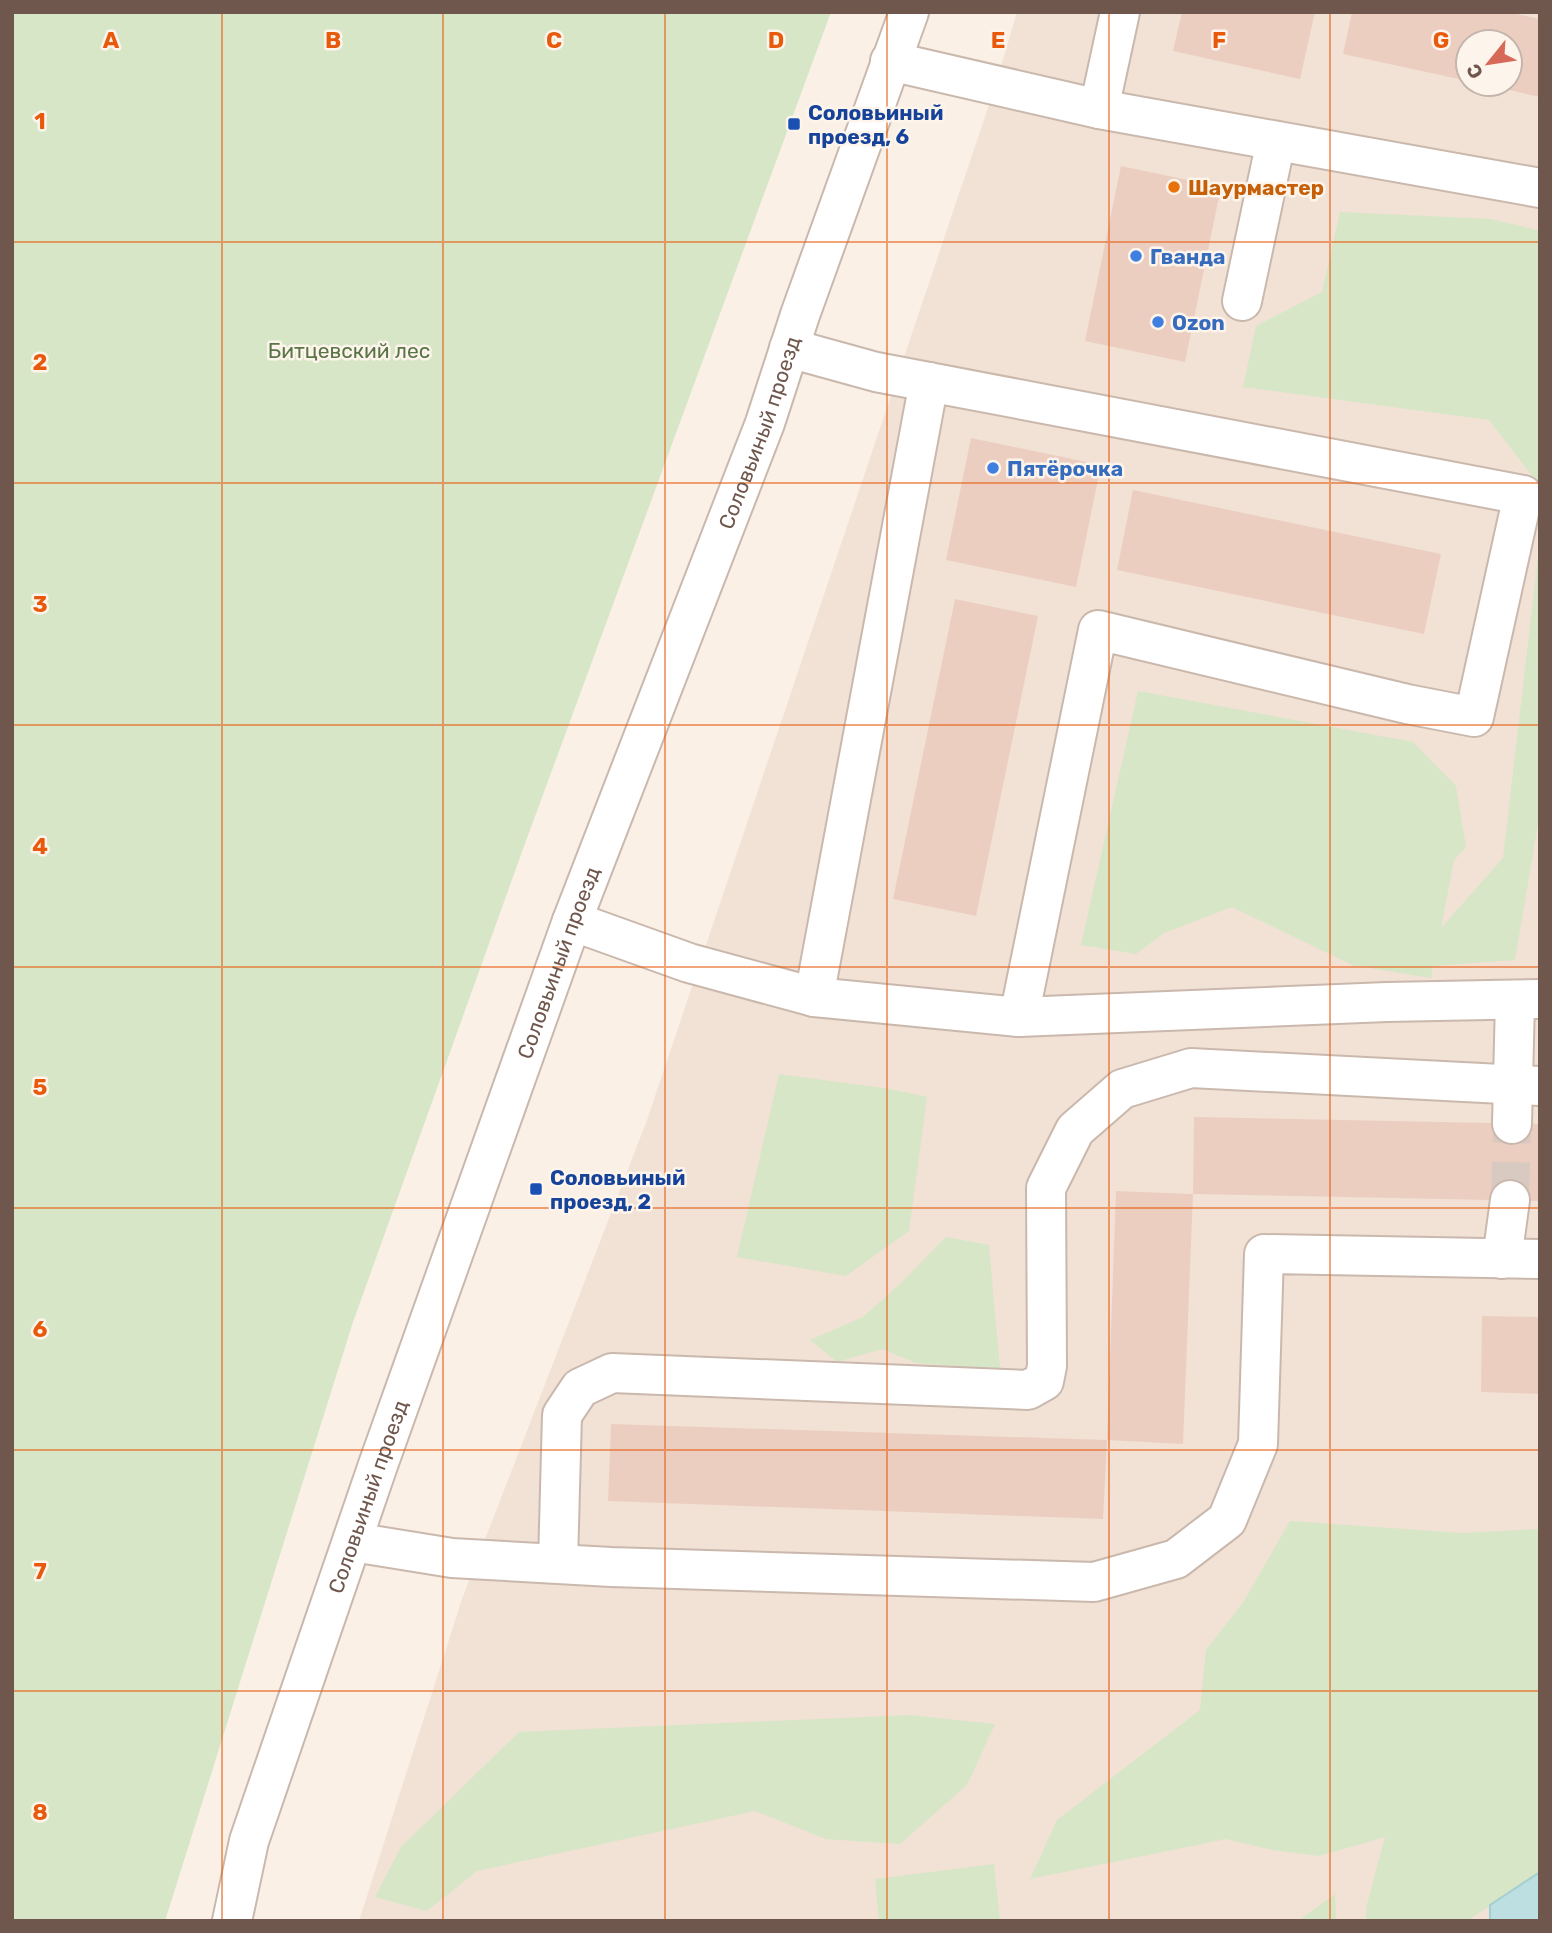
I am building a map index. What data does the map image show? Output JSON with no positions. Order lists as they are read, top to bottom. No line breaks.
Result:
{"streets":{"street":["Соловьиный проезд"]},"parks":["Битцевский лес"],"places":{"transit":["Соловьиный проезд, 6","Соловьиный проезд, 2"],"other":["Шаурмастер","Гванда","Ozon","Пятёрочка"]},"north":"bottom left","grid":{"columns":["A","B","C","D","E","F","G"],"rows":["1","2","3","4","5","6","7","8"]}}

● REQUIREMENT: A verbatim copy of the data, pictures removed, is the expected result.

● WRITTEN SOLUTION:
I am building a map index. What data does the map image show? Output JSON with no positions. Order lists as they are read, top to bottom. No line breaks.
Result:
{"streets":{"street":["Соловьиный проезд"]},"parks":["Битцевский лес"],"places":{"transit":["Соловьиный проезд, 6","Соловьиный проезд, 2"],"other":["Шаурмастер","Гванда","Ozon","Пятёрочка"]},"north":"bottom left","grid":{"columns":["A","B","C","D","E","F","G"],"rows":["1","2","3","4","5","6","7","8"]}}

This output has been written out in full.